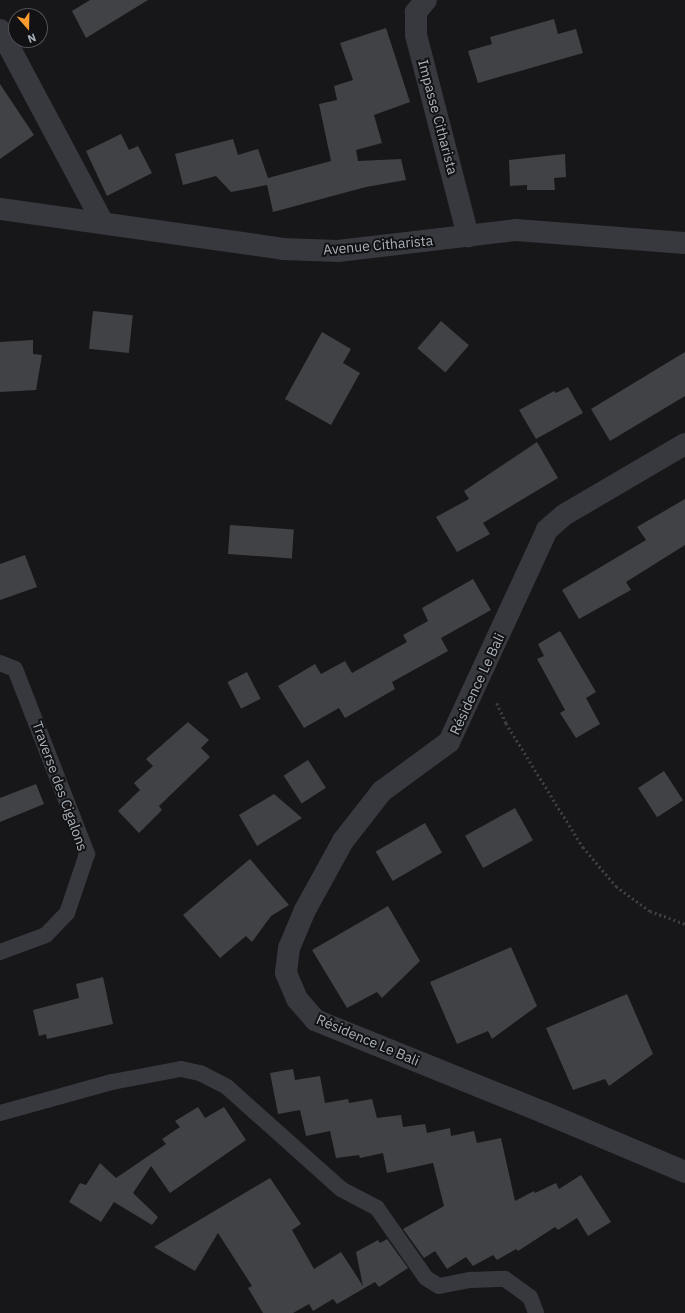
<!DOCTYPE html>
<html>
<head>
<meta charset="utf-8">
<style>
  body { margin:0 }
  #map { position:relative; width:685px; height:1313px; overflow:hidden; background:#171719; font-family:"IBM Plex Sans",sans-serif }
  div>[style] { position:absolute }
  .building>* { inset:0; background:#414246; transform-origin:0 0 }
  .path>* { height:2.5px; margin-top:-1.25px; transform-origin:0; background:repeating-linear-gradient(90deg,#3d4145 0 2px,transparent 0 5px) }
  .service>* { height:16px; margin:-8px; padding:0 8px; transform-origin:8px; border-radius:8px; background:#37393e }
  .minor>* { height:22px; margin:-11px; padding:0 11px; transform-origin:11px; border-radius:11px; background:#37393e }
  .tertiary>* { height:22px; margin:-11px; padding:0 11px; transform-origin:11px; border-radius:11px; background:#37393e }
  span { translate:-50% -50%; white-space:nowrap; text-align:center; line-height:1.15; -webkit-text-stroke:4px #121214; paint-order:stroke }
  .street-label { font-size:14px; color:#a8b0b9 }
  .north { position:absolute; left:8px; top:8px; width:40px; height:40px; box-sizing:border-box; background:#121214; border:1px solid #4e5156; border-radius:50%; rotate:160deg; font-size:11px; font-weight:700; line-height:16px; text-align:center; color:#a8b0b9 }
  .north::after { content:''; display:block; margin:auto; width:14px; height:18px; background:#fa9b2e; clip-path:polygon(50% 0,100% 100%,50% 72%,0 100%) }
</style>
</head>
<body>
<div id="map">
  <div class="building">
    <i style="clip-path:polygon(90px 0,148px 0,86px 38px,72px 11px)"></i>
    <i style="clip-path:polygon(554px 19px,558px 34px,576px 29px,583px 53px,478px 83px,468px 51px,492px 44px,490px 37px)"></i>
    <i style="clip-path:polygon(386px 28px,410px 102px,374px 115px,382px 143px,356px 150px,358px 161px,401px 159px,406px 180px,366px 187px,273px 212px,267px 185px,231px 192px,216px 176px,183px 185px,175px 154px,233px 139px,238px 155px,258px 149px,268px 178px,331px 161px,319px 104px,337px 100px,334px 86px,353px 80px,340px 43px)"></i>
    <i style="clip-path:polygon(0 84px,34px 135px,0 159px)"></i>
    <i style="clip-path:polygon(121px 134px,129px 150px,138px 146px,152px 173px,107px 196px,86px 151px)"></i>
    <i style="clip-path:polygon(565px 154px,566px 177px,554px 178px,555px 190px,527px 190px,527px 185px,510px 186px,509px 160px)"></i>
    <i style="left:93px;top:311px;width:40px;height:38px;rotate:6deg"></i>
    <i style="left:441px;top:321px;width:37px;height:36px;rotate:41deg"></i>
    <i style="clip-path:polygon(322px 332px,351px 349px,343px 363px,360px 373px,331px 425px,285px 399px)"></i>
    <i style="clip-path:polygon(33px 340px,33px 354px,42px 355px,36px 390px,0 392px,0 342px)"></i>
    <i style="clip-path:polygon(685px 352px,685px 396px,610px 441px,591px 409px)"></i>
    <i style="clip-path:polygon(568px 387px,583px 413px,536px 439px,519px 410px,554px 391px,556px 393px)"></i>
    <i style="clip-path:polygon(537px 442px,558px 478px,483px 523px,490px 534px,457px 552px,436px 517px,469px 499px,464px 491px)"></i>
    <i style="clip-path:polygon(685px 499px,685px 545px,626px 582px,631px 590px,579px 619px,562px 590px,646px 540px,637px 527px)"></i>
    <i style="left:230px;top:525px;width:64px;height:29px;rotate:4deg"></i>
    <i style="clip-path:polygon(25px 555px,37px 587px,0 600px,0 564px)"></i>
    <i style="clip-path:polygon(473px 579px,491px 610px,441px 638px,448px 651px,392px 682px,395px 689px,345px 718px,339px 708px,304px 728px,278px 686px,315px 664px,321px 674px,345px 661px,352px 673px,407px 642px,403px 635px,428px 621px,422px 608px)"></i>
    <i style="clip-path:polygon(560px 631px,596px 692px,586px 698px,600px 724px,576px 738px,560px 713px,565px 710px,537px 659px,544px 656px,538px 644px)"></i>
    <i style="left:247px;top:672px;width:30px;height:22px;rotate:63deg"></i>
    <i style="clip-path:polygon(188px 722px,209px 740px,201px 748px,210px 757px,159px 806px,162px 810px,139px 833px,118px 811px,140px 790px,134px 783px,153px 766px,146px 759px)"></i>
    <i style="left:308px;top:760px;width:33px;height:29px;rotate:57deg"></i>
    <i style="left:664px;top:771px;width:35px;height:31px;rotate:57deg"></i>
    <i style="clip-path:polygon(36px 784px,44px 804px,0 822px,0 798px)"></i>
    <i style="clip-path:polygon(274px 794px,302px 818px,257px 846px,239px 815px)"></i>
    <i style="left:515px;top:808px;width:37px;height:57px;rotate:61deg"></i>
    <i style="left:425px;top:823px;width:34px;height:57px;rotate:60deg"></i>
    <i style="clip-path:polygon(250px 859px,289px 905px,271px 916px,252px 942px,246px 936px,220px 958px,183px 915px)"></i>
    <i style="clip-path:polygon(388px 906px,420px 961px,382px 998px,377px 992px,347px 1008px,312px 950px)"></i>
    <i style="clip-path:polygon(511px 947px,537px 1006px,492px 1039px,488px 1031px,457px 1044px,430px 982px)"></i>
    <i style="clip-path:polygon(103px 977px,113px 1024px,47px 1039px,46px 1034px,39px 1036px,33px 1010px,79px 998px,76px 984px)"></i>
    <i style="clip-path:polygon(627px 994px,653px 1054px,609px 1086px,605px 1079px,573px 1090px,546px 1028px)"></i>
    <i style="clip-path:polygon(293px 1069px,295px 1080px,320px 1076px,325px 1103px,348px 1099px,349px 1103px,372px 1099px,377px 1118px,401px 1115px,403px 1127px,425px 1124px,427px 1133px,450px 1128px,451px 1136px,474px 1131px,477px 1143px,501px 1138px,515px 1201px,534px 1191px,535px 1193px,556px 1183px,559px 1189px,581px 1175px,611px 1222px,588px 1236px,577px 1218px,558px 1230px,555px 1227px,518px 1251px,516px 1249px,497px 1260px,493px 1255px,473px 1266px,466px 1257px,447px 1269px,435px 1251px,424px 1258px,403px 1229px,444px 1206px,433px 1163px,387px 1173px,383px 1153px,360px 1158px,359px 1155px,336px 1158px,330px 1131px,306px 1136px,300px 1110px,278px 1114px,270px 1073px)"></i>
    <i style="clip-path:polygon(198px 1107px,205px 1118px,224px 1107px,246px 1140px,170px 1193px,151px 1166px,133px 1193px,158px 1217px,152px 1225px,114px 1202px,101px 1222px,69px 1202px,80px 1183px,86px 1185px,100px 1163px,116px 1178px,166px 1144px,162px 1139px,180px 1127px,175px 1121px)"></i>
    <i style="clip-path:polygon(270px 1178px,301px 1224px,292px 1230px,314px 1269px,341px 1252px,363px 1286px,356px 1252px,378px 1240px,380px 1243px,387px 1239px,408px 1268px,379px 1287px,375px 1282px,337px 1304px,333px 1299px,313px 1311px,309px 1304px,293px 1313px,263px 1313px,248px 1288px,252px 1286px,218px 1233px,195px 1271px,154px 1247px)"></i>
  </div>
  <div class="path">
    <i style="left:497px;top:703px;width:22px;rotate:66deg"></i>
    <i style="left:506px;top:723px;width:146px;rotate:58.2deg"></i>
    <i style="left:583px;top:847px;width:51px;rotate:49.8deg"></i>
    <i style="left:616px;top:886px;width:42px;rotate:36.3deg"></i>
    <i style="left:650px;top:911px;width:37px;rotate:20deg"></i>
  </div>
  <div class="service">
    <i style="left:0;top:663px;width:16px;rotate:22deg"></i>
    <i style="left:15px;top:669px;width:199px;rotate:68.7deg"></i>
    <i style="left:87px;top:854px;width:62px;rotate:108.7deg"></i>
    <i style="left:67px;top:913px;width:30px;rotate:134deg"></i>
    <i style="left:46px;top:935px;width:49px;rotate:159.7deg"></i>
    <i style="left:0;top:1113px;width:116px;rotate:-15.5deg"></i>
    <i style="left:112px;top:1082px;width:70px;rotate:-10.7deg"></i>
    <i style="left:181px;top:1069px;width:19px;rotate:12deg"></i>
    <i style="left:200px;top:1073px;width:30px;rotate:27deg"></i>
    <i style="left:227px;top:1087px;width:153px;rotate:41.8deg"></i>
    <i style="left:341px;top:1189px;width:41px;rotate:27.8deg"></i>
    <i style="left:377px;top:1208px;width:85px;rotate:55deg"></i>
    <i style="left:426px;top:1278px;width:15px;rotate:32deg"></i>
    <i style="left:439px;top:1286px;width:33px;rotate:-11deg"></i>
    <i style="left:471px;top:1280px;width:34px;rotate:-2deg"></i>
    <i style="left:505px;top:1279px;width:31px;rotate:36deg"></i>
    <i style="left:530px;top:1297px;width:17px;rotate:69deg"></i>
  </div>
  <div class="minor">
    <i style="left:426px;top:0;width:16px;rotate:130deg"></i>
    <i style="left:416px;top:12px;width:23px;rotate:90deg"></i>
    <i style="left:416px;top:35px;width:208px;rotate:75.5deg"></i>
    <i style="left:0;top:30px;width:219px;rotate:61.9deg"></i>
    <i style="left:685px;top:444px;width:140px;rotate:149.6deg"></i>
    <i style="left:564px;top:515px;width:23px;rotate:139deg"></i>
    <i style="left:547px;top:530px;width:234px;rotate:114.8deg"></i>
    <i style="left:449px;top:742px;width:83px;rotate:143.8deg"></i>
    <i style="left:382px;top:791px;width:63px;rotate:128deg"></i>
    <i style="left:343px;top:841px;width:79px;rotate:118.8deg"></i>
    <i style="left:305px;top:910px;width:41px;rotate:112.8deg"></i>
    <i style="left:289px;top:948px;width:25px;rotate:97deg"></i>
    <i style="left:286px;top:973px;width:28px;rotate:67deg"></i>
    <i style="left:297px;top:999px;width:28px;rotate:49deg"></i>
    <i style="left:315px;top:1020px;width:246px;rotate:22deg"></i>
    <i style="left:543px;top:1112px;width:154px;rotate:22.9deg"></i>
  </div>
  <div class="tertiary">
    <i style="left:0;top:209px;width:286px;rotate:8deg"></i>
    <i style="left:283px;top:249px;width:55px;rotate:2.1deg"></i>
    <i style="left:338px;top:251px;width:179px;rotate:-6.7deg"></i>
    <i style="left:516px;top:230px;width:169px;rotate:4.4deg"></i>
  </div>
  <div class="street-label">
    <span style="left:438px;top:117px;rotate:75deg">Impasse Citharista</span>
    <span style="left:378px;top:245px;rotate:-5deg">Avenue Citharista</span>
    <span style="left:477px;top:684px;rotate:-65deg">Résidence Le Bali</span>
    <span style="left:60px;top:786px;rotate:70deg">Traverse des Cigalons</span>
    <span style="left:368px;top:1040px;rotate:23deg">Résidence Le Bali</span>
  </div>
  <div class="north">N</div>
</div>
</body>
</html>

■ ■ ■ ■ ■ ■ ■

• **What to work on**:
Beginning with the first line of the records and ending with the line that contains "position:absolute; left:8px; top:8px;", reproduce every line exactly, omitting pictures and adding nothing.

• **Exercise output**:
<!DOCTYPE html>
<html>
<head>
<meta charset="utf-8">
<style>
  body { margin:0 }
  #map { position:relative; width:685px; height:1313px; overflow:hidden; background:#171719; font-family:"IBM Plex Sans",sans-serif }
  div>[style] { position:absolute }
  .building>* { inset:0; background:#414246; transform-origin:0 0 }
  .path>* { height:2.5px; margin-top:-1.25px; transform-origin:0; background:repeating-linear-gradient(90deg,#3d4145 0 2px,transparent 0 5px) }
  .service>* { height:16px; margin:-8px; padding:0 8px; transform-origin:8px; border-radius:8px; background:#37393e }
  .minor>* { height:22px; margin:-11px; padding:0 11px; transform-origin:11px; border-radius:11px; background:#37393e }
  .tertiary>* { height:22px; margin:-11px; padding:0 11px; transform-origin:11px; border-radius:11px; background:#37393e }
  span { translate:-50% -50%; white-space:nowrap; text-align:center; line-height:1.15; -webkit-text-stroke:4px #121214; paint-order:stroke }
  .street-label { font-size:14px; color:#a8b0b9 }
  .north { position:absolute; left:8px; top:8px; width:40px; height:40px; box-sizing:border-box; background:#121214; border:1px solid #4e5156; border-radius:50%; rotate:160deg; font-size:11px; font-weight:700; line-height:16px; text-align:center; color:#a8b0b9 }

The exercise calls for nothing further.